Voxus client Coding Dojo recently announced plans to add three locations in new cities. They had three separate goals for the announcement. first, it wanted to drive students to its new locations to sign up for classes. Second, it wanted public recognition of its growth and to be included in conversations about the coding bootcamp boom. Third, it wanted coverage that would impress venture capitalists.

So one release needed to appeal to three separate audiences. And at first look, it was just news about new locations – not the most interesting thing in the world. But Coding Dojo wasn’t just opening new locations – why these locations, why now, and what was it trying to achieve by growing? There was a larger story around the news and Voxus had a chance to tell it.

Voxus dug into some of the statistics around coding bootcamps, college computer science programs and job predictions for 2016 to craft a story that was about more than just a few new campus locations. The final release’s headline was “Coding Dojo Grows 300% as it Strives to Meet $500B Market for Skilled Developers,” and positioned Coding Dojo as part of a larger story about the shortage of skilled developers in the United States.

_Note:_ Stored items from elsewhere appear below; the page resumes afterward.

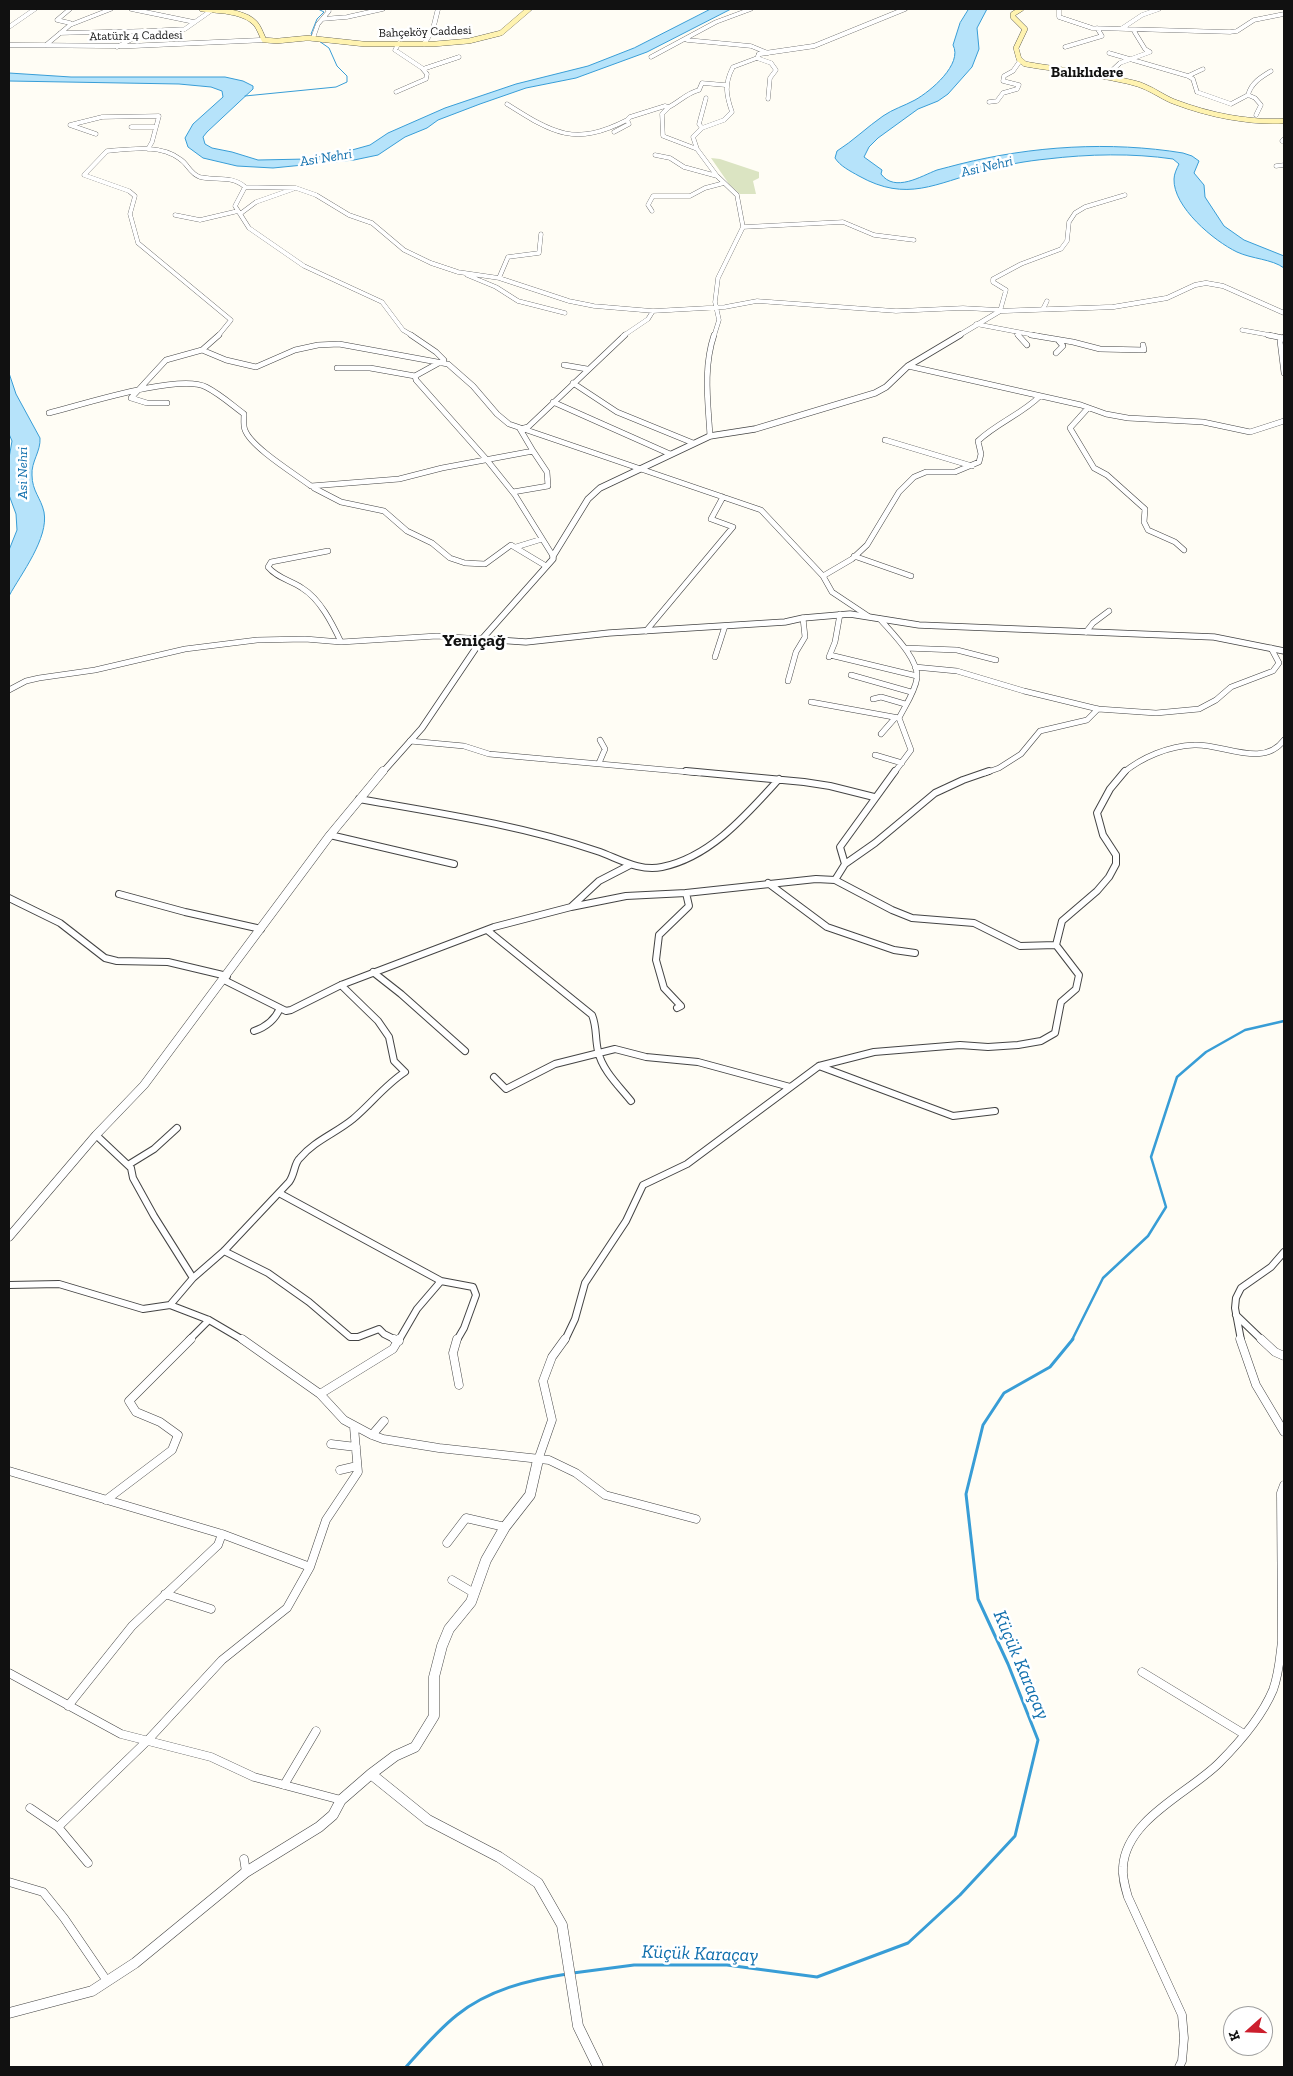 <!DOCTYPE html>
<meta charset="utf-8">
<style>
body{margin:0}
#map{position:relative;width:1293px;height:2076px;overflow:hidden;background:#fffdf5;font-family:"Zilla Slab",serif}
canvas{display:block}
.frame{position:absolute;inset:0;border:10px solid #111;pointer-events:none}
.north{position:absolute;left:1223px;top:2006px;width:50px;height:50px;box-sizing:border-box;background:#fff;border:1px solid #a0a0a0;border-radius:50%;rotate:250deg;font-size:14px;font-weight:700;line-height:20px;text-align:center;color:#111}
.north::after{content:'';display:block;margin:auto;width:18px;height:22px;background:#cc1e2d;clip-path:polygon(50% 0,100% 100%,50% 72%,0 100%)}
</style>
<div id="map">
<canvas width="1293" height="2076"></canvas>
<div class="frame"></div>
<div class="north">K</div>
</div>
<script>
const ctx = document.querySelector('canvas').getContext('2d');
ctx.lineJoin = 'round';
function paint(path, color) {
  ctx.fillStyle = color;
  ctx.fill(path, 'evenodd');
}
function stroke(path, color, width, dash) {
  ctx.strokeStyle = color;
  ctx.lineWidth = width;
  ctx.lineCap = dash ? 'butt' : 'round';
  ctx.setLineDash(dash || []);
  ctx.stroke(path);
}
function drawText(font, color, halo, rows, align = 'center') {
  ctx.font = font + ' "Zilla Slab",serif';
  ctx.lineWidth = 5;
  ctx.setLineDash([]);
  ctx.textBaseline = 'middle';
  ctx.strokeStyle = halo;
  ctx.fillStyle = color;
  for (const [text, x, y, turn = 0] of rows) {
    ctx.save();
    ctx.translate(x, y);
    ctx.rotate((+turn || 0) * Math.PI / 180);
    ctx.textAlign = isNaN(turn) ? turn : align;
    if (halo) ctx.strokeText(text, 0, 0);
    ctx.fillText(text, 0, 0);
    ctx.restore();
  }
}
paint(new Path2D(`
 M711,158L720,159L759,172V178L753,181L756,194H740L729,184Z`), '#dbe4c2');
const water = new Path2D(`
 M711,9H731L647,52L576,78L526,88L480,104L438,120L427,128L405,137L378,155L354,160L273,168L237,166L203,158L188,147L185,138L193,124L223,97L222,91L211,87L179,84L9,81V73L71,77H225L243,81L253,86V89L207,132L203,137L205,144L212,148L232,152L258,160L307,159L352,150L370,145L388,133L445,108L516,84L588,66L634,48Z
 M969,9H987L977,28L979,49L972,67L948,94L938,101L918,109L878,138L869,147L864,157L882,170L881,174C895,193 921,176 937,170C945,168 952,166 960,164C1032,146 1110,141 1183,153L1192,156L1199,161L1194,173L1204,185L1205,197L1224,226L1244,240L1284,256V268C1272,259 1252,259 1237,252C1214,241 1173,207 1174,179C1174,174 1177,168 1179,164L1173,159C1132,153 1089,154 1047,159C1026,161 1004,165 983,171C936,183 907,203 859,176C850,171 840,166 835,158L837,151C853,141 867,127 883,116C893,109 904,106 915,100C931,91 963,64 953,45L960,23Z
 M9,373L16,394L40,438C41,451 31,462 32,475C32,491 41,498 44,512C49,538 21,574 9,596V550L17,530L16,514L9,495V458L12,441L9,434Z`);
paint(water, '#b6e3fa');
stroke(water, '#389dd6', 1);
stroke(new Path2D(`
 M314,36L311,34L317,19L324,12L318,9
 M245,96L336,87L347,82V76L337,66L329,48L319,41`), '#389dd6', 1);
stroke(new Path2D(`
 M1072,1340L1103,1278L1148,1236L1166,1207L1151,1157L1177,1077L1206,1052L1245,1030L1284,1021`), '#389dd6', 2.5);
stroke(new Path2D(`
 M573,1973L634,1965H727L817,1977L908,1943L960,1895L1015,1836L1038,1740L1008,1664L978,1599L966,1494L983,1425L1004,1393L1050,1367L1073,1339
 M406,2067C422,2049 438,2030 457,2015C488,1990 528,1980 567,1974`), '#389dd6', 3);
const minorFar3 = new Path2D(`
 M131,9L194,22
 M1059,9V17L1092,28L1230,32L1237,31L1254,20L1284,14
 M322,19L347,17L383,9
 M70,25L111,9
 M9,27L35,9
 M1121,29L1142,15L1159,9
 M60,33L143,31
 M313,38L318,24L329,11L327,9
 M687,40L751,46L768,53
 M46,45L70,25V23L57,20L70,9
 M117,47L147,31L185,29L212,10
 M1065,47L1102,36L1097,28
 M1109,53L1188,76L1193,79L1197,92L1231,104L1248,95
 M651,57L716,22L751,9
 M757,58L771,63L776,70L770,78L768,99
 M423,69L459,57
 M1188,76L1203,69
 M1105,77L1120,63L1150,52L1145,49L1134,31
 M396,92L426,79L427,74L422,68L395,50L399,43
 M989,102L997,101L1003,93L1017,89L1019,85L1003,81L1004,76L1013,71L1020,61
 M507,104C553,133 574,147 627,120
 M669,107C680,101 687,93 699,90L702,83L725,85
 M1256,115L1261,105L1255,98L1248,95C1251,83 1261,77 1271,71
 M131,127H154
 M702,128L699,124L706,98
 M614,132L629,124L627,120L630,117L665,106L669,107L662,114L663,136L697,149
 M96,134L70,125L102,117L159,116L152,142L148,149
 M1282,141L1284,139
 M655,155L670,158L684,167L717,176
 M1276,166L1284,165
 M245,187L296,188L316,195L349,215L372,223L404,250L431,263L458,272L499,278L569,301L594,306L653,311L725,307L757,301L896,311L963,308L1000,310
 M652,211L648,205L653,196H690L705,188L724,183
 M240,214L256,202L293,189
 M175,215L200,220L238,211
 M743,227L843,222L874,235L914,240
 M467,275L496,287L518,301L565,313
 M499,278L508,257L539,253L541,234
 M1043,309L1047,301
 M1000,311L1006,290L993,282V279L1021,264L1061,249L1067,241L1069,222L1075,213L1085,207L1125,195
 M976,324L1039,336
 M1242,330L1275,336
 M1016,333L1019,336
 M218,336L231,320L138,243L130,214L135,196L129,191L84,175L107,151C130,149 160,144 180,159C188,164 190,174 200,177C216,181 232,175 245,187L235,206L249,228L304,266L382,302L403,330L413,336
 M623,336L648,319L653,311
 M714,336L719,320L715,302L718,278L743,227L737,195L717,176L697,149L693,137L702,128L724,120L732,112C726,95 724,84 733,67L757,58L759,54`);
const minorFar2 = new Path2D(`
 M411,335L436,352L444,360L415,376L416,380L487,460L515,495L553,556
 M1018,335L1027,345
 M1031,335L1073,342L1100,349L1144,350L1143,345
 M1268,335L1283,338
 M1284,337L1280,341L1284,373
 M202,350L226,360L256,367L295,350L318,345L339,344L448,364L473,386L497,414L509,424L761,510L823,576L832,592L868,616
 M1056,353L1063,346L1058,340
 M564,365L587,369
 M908,366L1081,405L1106,414L1128,418L1203,422L1250,432L1284,421
 M337,368H370L415,376
 M573,383L617,412L693,443
 M553,402L670,454
 M167,403H147L131,398L166,360L202,350L219,335
 M1088,408L1070,428L1094,468L1107,475L1145,509L1144,522L1148,530L1175,542L1184,550
 M49,413C81,405 179,373 206,387C220,394 232,405 244,414C244,419 243,426 245,430C251,447 295,474 311,486L399,479L442,468L533,451L520,429L528,427L625,335
 M710,436C708,402 703,368 714,335
 M885,440L972,466
 M314,488L341,502L384,511L407,531L432,543L450,558L465,563L485,564L511,545L546,566
 M513,492L548,486L547,472L533,451
 M516,547L542,539
 M328,551L271,562L268,567C277,578 290,580 302,588C320,599 332,623 341,642
 M854,556L911,576
 M823,576L852,559L867,545L899,492L914,477L926,472H955L979,462L981,454L978,441C997,423 1022,414 1040,396
 M880,619C892,633 919,659 917,678C915,692 905,706 899,718L911,750L894,773
 M646,631L733,527L711,519L723,497
 M1086,632L1093,623L1109,611
 M905,648L957,650L996,660
 M830,655L917,676
 M715,657L725,626
 M829,657L835,642L840,614
 M915,667L957,671L1024,691L1098,709L1156,713L1199,709L1216,700L1231,687L1273,671L1279,663L1271,648
 M851,675L911,692
 M788,681L796,652L805,637L803,618
 M9,690L26,681L39,678L95,670L185,649L257,640L305,639L341,642L437,636L482,639
 M873,699L881,697L905,704
 M811,702L899,718
 M881,734L895,718
 M410,741L464,746L489,754L700,773
 M875,755L902,763
 M599,763L605,749L600,740
 M985,773L999,768L1021,754L1040,731L1087,720L1098,709
 M1123,773C1142,757 1169,746 1194,745C1222,743 1263,769 1284,740`);
const minorFar1 = new Path2D(`
 M686,771L804,782L830,786L874,797
 M359,799C439,813 520,825 597,851C618,858 639,872 662,867C711,857 747,814 779,779
 M330,835L454,864
 M845,864L875,843L935,793L963,780L989,771
 M835,880L845,864L840,847L895,771
 M768,883L827,927L894,950L915,953
 M119,894L185,912L261,929
 M9,898L60,923L105,958L117,961L168,962L227,976
 M571,907L626,896L686,893L816,879L835,880L892,910L912,918L974,923L1020,946L1056,945
 M487,930L592,1015C597,1027 595,1038 598,1051C602,1070 619,1086 631,1101
 M373,972L401,994L465,1051
 M224,980L286,1011L291,1010L341,985L494,927L571,907L599,881L630,865
 M677,1008L681,1006L664,988L656,960L659,935L689,906L686,893
 M254,1031C266,1027 275,1020 280,1008
 M819,1066L953,1116L995,1111
 M494,1077L506,1089L555,1064L615,1049L646,1057L698,1062L790,1087
 M96,1135L131,1168L133,1178L154,1216L193,1278
 M128,1165L154,1149L177,1128
 M279,1193L441,1281L473,1287L476,1295L464,1328L457,1340
 M224,1251L268,1273L309,1302L350,1337H358L379,1329L384,1334L396,1340
 M9,1285L59,1284L143,1309L170,1305L209,1320L243,1340
 M170,1305L193,1278L224,1251L289,1182C295,1174 294,1163 300,1158C314,1141 336,1133 353,1119C371,1104 385,1085 405,1072L394,1061L389,1037L378,1021L341,985
 M1236,1315L1262,1340
 M189,1340L209,1320
 M399,1340L417,1309L441,1281
 M565,1340L575,1319L585,1283L626,1221L643,1185L687,1164L819,1066L874,1052L960,1045L988,1047L1018,1045L1041,1041L1055,1033L1061,1002L1076,989L1079,975L1056,945L1062,921L1097,891L1109,877L1116,864V855L1103,835L1097,813L1110,789L1125,771
 M1241,1340L1235,1308L1236,1298L1241,1288L1271,1267L1284,1252`);
const minor = new Path2D(`
 M242,1339L320,1394L344,1420L372,1435L383,1439L439,1448L549,1460L576,1473L605,1495L696,1519
 M394,1339L399,1341
 M457,1339L453,1353L459,1385
 M1240,1339L1256,1385L1284,1432
 M1261,1339L1275,1352L1284,1356
 M320,1394L393,1349L399,1339
 M372,1435L384,1421
 M331,1444L356,1447
 M538,1460L552,1420L543,1381L552,1357L565,1339
 M340,1470L357,1466
 M9,1471L222,1534L218,1545L132,1626L68,1706
 M106,1500L172,1450L178,1435L160,1422L136,1412L129,1401L191,1339
 M222,1534L310,1567
 M447,1543L466,1518L505,1527
 M452,1580L474,1593
 M165,1594L211,1609
 M1142,1672L1244,1734
 M9,1673L121,1734L211,1757L254,1777L341,1800
 M284,1785L316,1731
 M30,1808L58,1827L88,1863
 M58,1827L148,1740L222,1660L287,1608L310,1567L326,1520L358,1472L354,1427
 M244,1859L246,1872
 M9,1882L43,1892L64,1918L107,1981
 M1179,2067L1182,2061L1184,2038L1182,2015L1128,1897C1125,1887 1122,1877 1123,1867C1126,1819 1189,1793 1219,1763C1239,1743 1262,1716 1273,1690C1279,1674 1280,1657 1282,1641L1281,1493L1284,1485`);
const tertiaryFar3 = new Path2D(`
 M424,44L433,29L438,9
 M9,45L130,46L264,40
 M759,54L814,46L905,9
 M958,336L1000,311L1113,307L1167,298L1195,285L1206,283L1223,286L1284,313`);
const tertiaryFar2 = new Path2D(`
 M482,639L526,642L609,633L785,622L803,618L850,614L919,625L1214,637L1284,651
 M382,773L422,728L482,639L553,559V556L588,499L600,488L710,436L755,429L875,393L886,387L908,366L960,335`);
const tertiaryFar1 = new Path2D(`
 M9,1237L96,1135L144,1085L330,835L383,771`);
const tertiary = new Path2D(`
 M371,1774L428,1820L499,1857L538,1883L562,1925L578,2026L598,2067
 M9,2013L92,1991L135,1963L246,1872L319,1827L333,1815L341,1800L371,1774L395,1756L415,1747L434,1716V1677L442,1646L449,1629L471,1602L486,1560L505,1527L530,1495L538,1460`);
const secondary = new Path2D(`
 M202,9C218,11 242,10 255,23C259,27 261,34 264,40L277,41L308,38L364,44H434L469,41L501,33L529,9
 M1021,9L1013,14V17L1025,29L1016,48L1019,59L1025,64C1061,70 1099,74 1134,83C1151,87 1161,97 1175,102C1209,115 1249,123 1284,121`);
stroke(minorFar3, '#444', 4.5);
stroke(minorFar2, '#444', 6);
stroke(minorFar1, '#444', 8);
stroke(minor, '#444', 9);
stroke(tertiaryFar3, '#444', 5);
stroke(tertiaryFar2, '#444', 7);
stroke(tertiaryFar1, '#444', 9);
stroke(tertiary, '#444', 11);
stroke(secondary, '#333', 5.5);
stroke(minorFar3, '#fff', 4);
stroke(minorFar2, '#fff', 5);
stroke(minorFar1, '#fff', 6);
stroke(minor, '#fff', 8);
stroke(tertiaryFar3, '#fff', 4.5);
stroke(tertiaryFar2, '#fff', 5.5);
stroke(tertiaryFar1, '#fff', 8);
stroke(tertiary, '#fff', 10);
stroke(secondary, '#fff3b0', 5);
drawText('12px', '#111', '#fff', [
 ["Bahçeköy Caddesi",425,32,-2],
 ["Atatürk 4 Caddesi",136,36,-1]
]);
drawText('italic 14px', '#106fad', '#fff', [
 ["Asi Nehri",326,158,-9],
 ["Asi Nehri",987,167,-13],
 ["Asi Nehri",23,473,-90]
]);
drawText('bold 15px', '#111', '#fff', [
 ["Balıklıdere",1087,73]
]);
drawText('bold 18px', '#111', '#fff', [
 ["Yeniçağ",474,641]
]);
drawText('italic 19px', '#106fad', '#fff', [
 ["Küçük Karaçay",1021,1665,67],
 ["Küçük Karaçay",700,1954,2]
]);
</script>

Voxus presented Coding Dojo’s expansion as a way to fill this need and included an attention-grabber that Coding Dojo planned to train 100,000 developers in the next five years.

Of course, the release also explained the new locations opening in Dallas, Chicago and Washington DC and pointed out some nice statistics for investors, like the fact that Coding Dojo had a 300 percent increase in revenue over the last year and a 700 percent increase in applicants. Remember, statistics are your friend!

Outreach produced excellent results. Coding Dojo’s expansion was covered in each of its new markets and at home with stories in publications like DCInno, Built In Chicago, Texas Tech Pulse, and The Seattle Times plus hits in larger software and investor pubs like SD Times and Xconomy. Many of them picked up on bits of the larger story, like DCInno calling Coding Dojo a “massive coding school,” and Xconomy discussing the coding bootcamp explosion with Coding Dojo front and center.